- DIRECTIONS FOR THIS TASK -
Using the entries that follow, write out the line containing "M645 215 659", the line containing "M895 225 906", and every line between them, exactly and nothing else.

- STORED DATA -
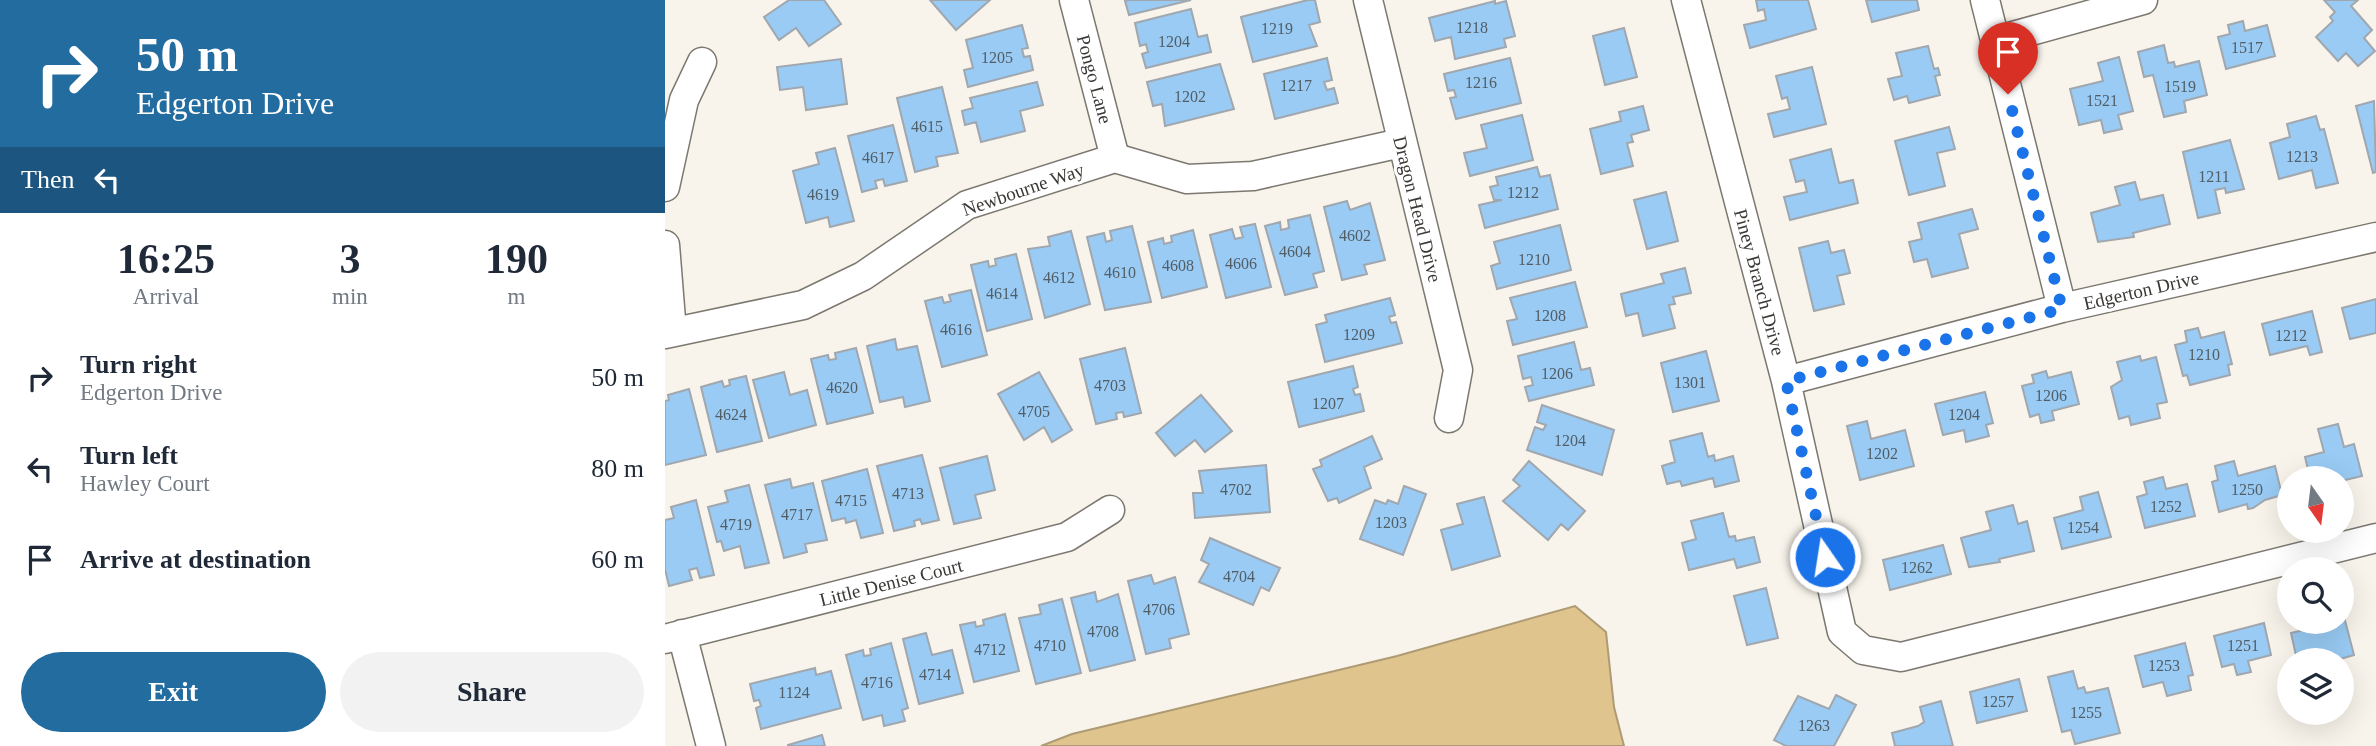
<!DOCTYPE html>
<html lang="en">
<head>
<meta charset="utf-8">
<style>
	:root { --surface:#fff; --page:#f2f2f3; --text:#1f2937; --muted:#747a83; --accent:#236ca0 }
	body { margin:0; font-family:Georgia,serif; background:var(--page); color:var(--text); height:100vh; display:flex; flex-direction:column; font-size:26px; white-space:nowrap }
	* { box-sizing:border-box; margin:0 }
	p { font-size:23px; color:var(--muted) }
	.icon { flex:none; width:38px; height:38px; fill:none; stroke:currentColor; stroke-width:2; stroke-linecap:round; stroke-linejoin:round }
	.map { position:relative; flex:1; overflow:hidden }
	.drawer { display:flex; flex-direction:column; background:var(--surface); width:665px }
	.drawer>* { flex:none }
	.top-card { background:#236ca0; color:#fff; overflow:hidden }
	.needle { width:46px; rotate:166deg }
	.buttons { position:absolute; left:1612px; top:466px; display:grid; gap:14px }
	.buttons a { display:grid; place-items:center; width:77px; height:77px; border-radius:50%; background:var(--surface); box-shadow:0 7px 28px #0002; font-size:35px }
	.pin { position:absolute; display:grid; place-items:center; width:60px; height:60px; color:#fff; margin:-72px -30px; border-radius:50% 50% 50% 0; rotate:-45deg; box-shadow:0 0 7px #0007 }
	.pin .icon { rotate:45deg }
	.me { position:absolute; width:77px; margin:-38px; rotate:347deg; stroke-linejoin:round; filter:drop-shadow(0 0 5px #0008) }
	.turn { display:flex; align-items:center; gap:24px; height:147px; padding:0 21px; font-size:32px }
	.turn .icon { width:91px; height:91px; stroke-width:2.5 }
	.turn b { display:block; font-size:49px; line-height:60px }
	.then { display:flex; align-items:center; height:66px; padding:0 21px; background:#0003; gap:14px; font-size:26px }
	.eta { display:flex; justify-content:space-evenly; align-items:center; height:119px; text-align:center }
	.eta b { font-size:42px; font-weight:600; line-height:49px }
	.action { display:flex; gap:14px; margin-top:auto; padding:14px 21px }
	.action a { flex:1; height:80px; border-radius:42px; background:var(--accent); color:#fff; font-size:28px; font-weight:600; line-height:80px; text-align:center }
	.action a+a { background:var(--page); color:var(--text) }
	ul { padding:0; list-style:none }
	li { display:flex; align-items:center; gap:21px; height:91px; padding:0 21px }
	li div { flex:1 }
	li b { display:block; font-size:26px }
	li em { font-style:normal }
	main { display:flex; flex:1; min-height:0 }
	.map>svg:first-child { display:block }
	.water { fill:#dfc48d; stroke:#ae9a73; stroke-width:2 }
	.building { fill:#99cbf4; stroke:#a0a7ae; stroke-width:2 }
	.lines { fill:none; stroke-linecap:round; stroke-linejoin:round }
	.minor-casing { stroke:#7c7870; stroke-width:31 }
	.minor { stroke:#fff; stroke-width:28 }
	.route { stroke:#1a73e8; stroke-width:12; stroke-dasharray:0 21.6 }
	.labels { text-anchor:middle; stroke-width:6; stroke-linejoin:round; paint-order:stroke }
	.number-label { font-size:16px; fill:#525e66 }
	.street-label { font-size:19px; fill:#3b3936; stroke:#fff }
</style>
</head>
<body>
<main>
<section class="drawer">
<div class="top-card">
<div class="turn"><svg class="icon" aria-label="right" viewBox="0 0 24 24"><path d="M7 20v-9h11M14 6l5 5-5 5"/></svg><div><b>50 m</b>Edgerton Drive</div></div>
<div class="then">Then<svg class="icon" aria-label="left" viewBox="0 0 24 24"><path d="M17 20v-9H6M10 6l-5 5 5 5"/></svg></div>
</div>
<div class="eta">
<div><b>16:25</b><p>Arrival</p></div>
<div><b>3</b><p>min</p></div>
<div><b>190</b><p>m</p></div>
</div>
<ul>
<li><svg class="icon" aria-label="right" viewBox="0 0 24 24"><path d="M7 20v-9h11M14 6l5 5-5 5"/></svg><div><b>Turn right</b><p>Edgerton Drive</p></div><em>50 m</em></li>
<li><svg class="icon" aria-label="left" viewBox="0 0 24 24"><path d="M17 20v-9H6M10 6l-5 5 5 5"/></svg><div><b>Turn left</b><p>Hawley Court</p></div><em>80 m</em></li>
<li><svg class="icon" aria-label="arrive" viewBox="0 0 24 24"><path d="M6 21V4h12l-3 4 3 4H6"/></svg><div><b>Arrive at destination</b></div><em>60 m</em></li>
</ul>
<div class="action"><a>Exit</a><a>Share</a></div>
</section>
<div class="map">
<svg width="1711" height="746" viewBox="0 0 1711 746">
	<rect width="100%" height="100%" fill="#f8f4eb"/>
	<!-- water -->
	<path class="water" d="M910 606 941 632 949 707 959 746H376L407 734 732 656Z"/>
	<!-- building -->
	<path class="building" d="M124 0H159L176 24 144 46 131 28 114 40 99 17Z
		M265 0H325L291 30Z
		M463 0H526L464 15 460 1Z
		M643 0H650L655 22 644 25 652 46 588 62 576 17Z
		M1091 0H1143L1151 29 1085 48 1079 25 1101 20 1099 9 1093 11Z
		M1201 0H1252L1254 10 1207 22Z
		M1659 0H1693L1686 6 1707 30 1699 38 1710 51 1693 66 1681 53 1673 61 1651 37 1668 21 1665 17 1670 12Z
		M830 1V4L841 1 850 36 839 39 841 47 790 59 786 37 770 41 764 18Z
		M526 9 533 37 542 35 546 52 481 68 477 54 483 52 481 44 475 46 470 23Z
		M1578 21 1580 31 1602 25 1610 56 1561 69 1553 37 1565 34 1563 25Z
		M357 25 363 48 357 49 359 57 365 56 368 70 303 87 299 70 308 68 301 40Z
		M959 28 972 77 940 85 928 36Z
		M1499 45 1503 63 1509 62 1510 67 1534 61 1542 95 1519 101 1521 112 1499 117 1488 75 1479 77 1473 52Z
		M1263 46 1269 69 1273 68 1275 75 1270 76 1275 95 1244 103 1242 96 1229 100 1223 79 1237 76 1231 53Z
		M1454 57 1468 111 1453 115 1457 129 1439 133 1436 120 1414 125 1405 89 1438 81 1433 63Z
		M662 58 667 80 659 82 662 90 669 88 673 103 610 119 599 74Z
		M845 58 856 103 791 119 785 98 791 97 789 90 783 91 779 74Z
		M176 59 182 104 141 110 138 87 115 90 112 67Z
		M555 64 569 109 500 126 497 104 488 106 482 82Z
		M1147 67 1161 124 1109 137 1103 114 1125 109 1122 97 1117 99 1111 76Z
		M372 82 378 105 355 111 360 131 316 142 311 122 300 125 297 111 308 108 305 98Z
		M277 87 293 153 271 157 273 166 250 172 232 98Z
		M1709 101 1711 172 1708 173 1691 106Z
		M978 106 984 130 966 135 968 142 962 143 968 166 936 174 925 129 956 121 954 112Z
		M857 115 868 160 805 176 799 153 822 148 816 125Z
		M1651 116 1655 130 1659 129 1673 183 1651 188 1647 170 1614 179 1605 143 1625 137 1622 124Z
		M228 125 242 181 220 186 218 179 210 181 212 188 197 192 183 136Z
		M1284 127 1290 149 1272 153 1280 186 1244 195 1230 141Z
		M1565 140 1579 189 1561 193 1560 188 1550 190 1555 213 1533 218 1518 152Z
		M170 148 189 221 165 227 163 217 141 223 128 171 154 164 151 153Z
		M1166 149 1174 183 1188 180 1193 203 1125 220 1119 197 1142 192 1139 180 1131 182 1125 160Z
		M872 167 875 177 885 175 893 209 820 228 814 205 837 200H829L825 187 833 185 831 177Z
		M1470 182 1475 200 1498 195 1505 224 1468 233 1469 237 1433 242 1426 213 1455 205 1450 187Z
		M1001 192 1013 241 982 249 969 200Z
		M682 201 685 210 705 203 720 260 699 265 702 274 677 280 659 207Z
		M1307 209 1313 229 1294 234 1303 268 1267 277 1262 259 1249 262 1244 242 1257 239 1253 223Z
		M645 215 659 271 648 274 652 287 620 295 600 226 615 222 616 230 624 228 623 220Z
		M590 224 606 287 561 298 545 235 567 229 570 239 578 237 575 227Z
		M895 225 906 270 832 289 826 266 835 263 829 242Z
		M467 226 486 302 440 310 422 237 439 233 441 242 447 240 445 231Z
		M528 230 542 287 497 298 483 242 498 238 499 244 507 242 506 236Z
		M406 231 425 304 380 318 363 249 385 246 383 237Z
		M1163 241 1166 253 1179 250 1185 273 1172 276 1179 304 1149 311 1134 248Z
		M351 254 367 319 322 331 306 265 323 261 324 267 331 265 330 259Z
		M1020 268 1026 293 1008 297 1010 304 1004 305 1010 328 978 336 973 313 961 316 956 294 999 283 996 274Z
		M910 282 922 327 848 345 842 321 852 319 845 298Z
		M306 290 322 355 277 367 260 301 277 297 279 303 286 301 284 295Z
		M725 298 730 315 724 317 726 323 731 322 737 343 660 362 651 325 662 322 660 315Z
		M1711 299V333L1685 339 1677 308Z
		M1647 311 1657 352 1645 355 1642 346 1605 355 1597 324Z
		M1533 328 1536 338 1559 332 1567 364 1563 365 1565 375 1525 385 1522 375 1518 376 1510 345 1522 342 1520 331Z
		M230 339 232 350 252 346 265 401 240 407 238 397 215 402 202 346Z
		M909 342 916 370 925 368 929 385 864 401 860 387 868 385 866 377 858 379 853 356Z
		M191 348 208 413 162 424 146 359 163 355 164 360 171 359 170 353Z
		M460 348 476 413 459 417 458 412 451 413 452 419 431 424 415 359Z
		M1041 351 1054 401 1008 412 996 363Z
		M1475 356 1476 361 1491 357 1502 402 1492 404 1495 418 1466 425 1464 416 1454 419 1446 387 1457 380 1452 362Z
		M688 366 693 387 688 389 690 395 695 394 699 411 634 427 623 382Z
		M1381 371 1383 378 1406 372 1414 404 1387 411 1389 420 1376 423 1374 414 1365 417 1357 386 1369 383 1367 375Z
		M119 372 125 395 142 390 151 425 104 438 88 380Z
		M374 372 407 430 387 442 379 427 359 440 333 394Z
		M81 376 97 441 52 452 36 387 57 381 59 387 65 385 64 380Z
		M24 389 41 455 0 465V401L4 400 3 395Z
		M1320 392 1328 423 1321 425 1324 436 1301 442 1299 430 1278 435 1270 404Z
		M536 395 567 431 540 452 530 440 510 456 491 433Z
		M877 405 949 430 937 475 862 450 870 427 878 430 881 425 872 422Z
		M1202 421 1206 439 1240 430 1249 466 1195 480 1182 426Z
		M1673 424 1679 447 1689 444 1697 476 1676 481V478H1645L1640 457 1659 452 1653 429Z
		M1037 433 1043 457 1049 455 1050 461 1068 456 1074 481 1050 487 1048 478 1017 486 1015 481 1002 484 997 466 1010 462 1005 441Z
		M707 436 717 459 699 467 706 488 674 503 672 498 663 501 648 469 657 466 655 460Z
		M257 455 274 520 257 524 255 519 249 521 250 526 229 531 212 466Z
		M322 456 330 490 310 495 316 518 289 524 275 468Z
		M864 461 920 511 903 530 896 524 883 540 838 501 855 486 848 480Z
		M1569 461 1573 476 1610 466 1617 495 1600 500 1588 508 1583 509 1582 504 1554 512 1547 482 1553 480 1550 466Z
		M601 465 605 512 530 518 528 493H538L534 471Z
		M202 469 218 533 196 538 191 520 181 523 180 518 167 521 157 481Z
		M1498 477 1501 489 1522 484 1530 516 1480 528 1472 497 1482 494 1479 482Z
		M125 479 127 488 148 483 162 540 140 544 142 552 119 558 100 485Z
		M84 485 104 563 80 568 75 546 59 551 56 541 52 542 43 507 63 502 60 491Z
		M739 486 761 494 738 555 695 539 710 500 721 504 723 500 733 504Z
		M1433 492 1446 537 1397 549 1389 518 1418 510 1415 497Z
		M819 497 835 556 787 570 776 530 798 524 792 504Z
		M31 500 49 575 35 578 32 568 24 570 27 580 4 586 0 569V520L9 518 6 507Z
		M1348 505 1353 524 1362 521 1369 551 1334 559 1335 562 1304 567 1296 538 1326 530 1321 512Z
		M1058 513 1064 537 1070 536 1071 541 1089 537 1095 562 1072 568 1069 559 1024 570 1017 543 1031 539 1026 521Z
		M545 538 615 568 604 591 596 587 588 605 534 582 544 564 536 560Z
		M1278 545 1286 574 1225 590 1218 560Z
		M486 575 489 584 510 577 524 634 504 639 506 648 481 654 463 581Z
		M1101 588 1113 638 1082 645 1069 596Z
		M430 592 432 602 453 594 470 660 425 671 406 598Z
		M397 599 416 673 371 684 354 618 376 614 374 605Z
		M1676 605 1689 655 1672 660H1632L1626 633 1660 625 1659 621H1676Z
		M340 614 354 671 309 682 295 625 310 622 311 627 319 625 318 620Z
		M1599 623 1606 655 1583 661 1586 672 1572 675 1569 664 1557 667 1549 636Z
		M261 633 267 655 287 650 298 693 254 704 238 639Z
		M226 643 243 708 237 710 240 721 219 726 217 715 198 720 181 655 198 650 199 656 206 655 205 649Z
		M1520 643 1528 675 1523 676 1526 690 1502 696 1498 682 1478 687 1470 656Z
		M150 668 151 675 166 671 176 708 96 729 91 708 96 706 94 700 89 701 85 684Z
		M1408 671 1413 689 1419 687 1421 693 1443 688 1455 733 1410 744 1406 730 1397 732 1383 677Z
		M1354 679 1362 711 1312 723 1305 692Z
		M1171 695 1191 705 1169 746H1121L1109 740 1133 696 1164 709Z
		M1276 701 1288 746H1230L1227 733 1253 726 1259 722 1255 707Z
		M157 735 160 746H123V745Z"/>
	<g class="lines">
		<!-- minor casing -->
		<g class="minor-casing">
			<path id="minor" d="M409 0 450 158
				M703 0 793 370 784 418
				M1021 0 1121 381 1177 632 1198 650 1236 657 1711 538
				M1320 0 1397 308
				M1330 41 1478 0
				M0 187 19 100 37 62
				M0 245 7 332
				M0 334 138 305 198 276 302 205 450 158 522 179 588 176 736 143
				M1121 381 1397 308 1711 237
				M17 634 46 746
				M0 639 402 537 445 510"/>
		</g>
		<!-- minor -->
		<use href="#minor" class="minor"/>
	</g>
	<g class="lines">
		<!-- route -->
		<path class="route" d="M1160 557 1121 381 1397 309 1343 94"/>
	</g>
	<g class="labels">
		<!-- number labels -->
		<g class="number-label">
			<text x="807" y="33">1218</text>
			<text x="612" y="34">1219</text>
			<text x="509" y="47">1204</text>
			<text x="1582" y="53">1517</text>
			<text x="332" y="63">1205</text>
			<text x="816" y="88">1216</text>
			<text x="631" y="91">1217</text>
			<text x="1515" y="92">1519</text>
			<text x="525" y="102">1202</text>
			<text x="1437" y="106">1521</text>
			<text x="262" y="132">4615</text>
			<text x="1637" y="162">1213</text>
			<text x="213" y="163">4617</text>
			<text x="1549" y="182">1211</text>
			<text x="858" y="198">1212</text>
			<text x="158" y="200">4619</text>
			<text x="690" y="241">4602</text>
			<text x="630" y="257">4604</text>
			<text x="869" y="265">1210</text>
			<text x="576" y="269">4606</text>
			<text x="513" y="271">4608</text>
			<text x="455" y="278">4610</text>
			<text x="394" y="283">4612</text>
			<text x="337" y="299">4614</text>
			<text x="885" y="321">1208</text>
			<text x="291" y="335">4616</text>
			<text x="694" y="340">1209</text>
			<text x="1626" y="341">1212</text>
			<text x="1539" y="360">1210</text>
			<text x="892" y="379">1206</text>
			<text x="1025" y="388">1301</text>
			<text x="445" y="391">4703</text>
			<text x="177" y="393">4620</text>
			<text x="1386" y="401">1206</text>
			<text x="663" y="409">1207</text>
			<text x="369" y="417">4705</text>
			<text x="66" y="420">4624</text>
			<text x="1299" y="420">1204</text>
			<text x="905" y="446">1204</text>
			<text x="1217" y="459">1202</text>
			<text x="571" y="495">4702</text>
			<text x="1582" y="495">1250</text>
			<text x="243" y="499">4713</text>
			<text x="186" y="506">4715</text>
			<text x="1501" y="512">1252</text>
			<text x="132" y="520">4717</text>
			<text x="726" y="528">1203</text>
			<text x="71" y="530">4719</text>
			<text x="1418" y="533">1254</text>
			<text x="1252" y="573">1262</text>
			<text x="574" y="582">4704</text>
			<text x="494" y="615">4706</text>
			<text x="438" y="637">4708</text>
			<text x="385" y="651">4710</text>
			<text x="1578" y="651">1251</text>
			<text x="325" y="655">4712</text>
			<text x="1499" y="671">1253</text>
			<text x="270" y="680">4714</text>
			<text x="212" y="688">4716</text>
			<text x="129" y="698">1124</text>
			<text x="1333" y="707">1257</text>
			<text x="1421" y="718">1255</text>
			<text x="1149" y="731">1263</text>
		</g>
		<!-- street labels -->
		<g class="street-label">
			<text transform="translate(430 79) rotate(75)" y="7">Pongo Lane</text>
			<text transform="translate(358 189) rotate(-19)" y="7">Newbourne Way</text>
			<text transform="translate(753 209) rotate(76)" y="7">Dragon Head Drive</text>
			<text transform="translate(1095 282) rotate(75)" y="7">Piney Branch Drive</text>
			<text transform="translate(1476 290) rotate(-13)" y="7">Edgerton Drive</text>
			<text transform="translate(226 582) rotate(-14)" y="7">Little Denise Court</text>
		</g>
	</g>
</svg>
<div class="buttons">
<a><svg class="needle" viewBox="-14 -14 28 28"><path d="M0-13l5 13h-10z" fill="#e53935"/><path d="M0 13l5-13h-10z" fill="#747a83"/></svg></a>
<a><svg class="icon" aria-label="search" viewBox="0 0 24 24"><circle cx="10" cy="10" r="6"/><path d="M15 15l6 6"/></svg></a>
<a><svg class="icon" aria-label="layers" viewBox="0 0 24 24"><path d="M12 4l9 5-9 5-9-5zM3 14l9 5 9-5"/></svg></a>
</div>
<div class="pin" style="left:1343px;top:94px;background:#d93025"><svg class="icon" aria-label="arrive" viewBox="0 0 24 24"><path d="M6 21V4h12l-3 4 3 4H6"/></svg></div>
<svg class="me" style="left:1160px;top:557px" viewBox="-20 -20 40 40"><circle r="17" fill="#1a73e8" stroke="#fff" stroke-width="3"/><path d="M0-11L8 9 0 5-8 9z" fill="#fff"/></svg>
</div>
</main>
</body>
</html>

- ANSWER TO THIS TASK -
		M645 215 659 271 648 274 652 287 620 295 600 226 615 222 616 230 624 228 623 220Z
		M590 224 606 287 561 298 545 235 567 229 570 239 578 237 575 227Z
		M895 225 906 270 832 289 826 266 835 263 829 242Z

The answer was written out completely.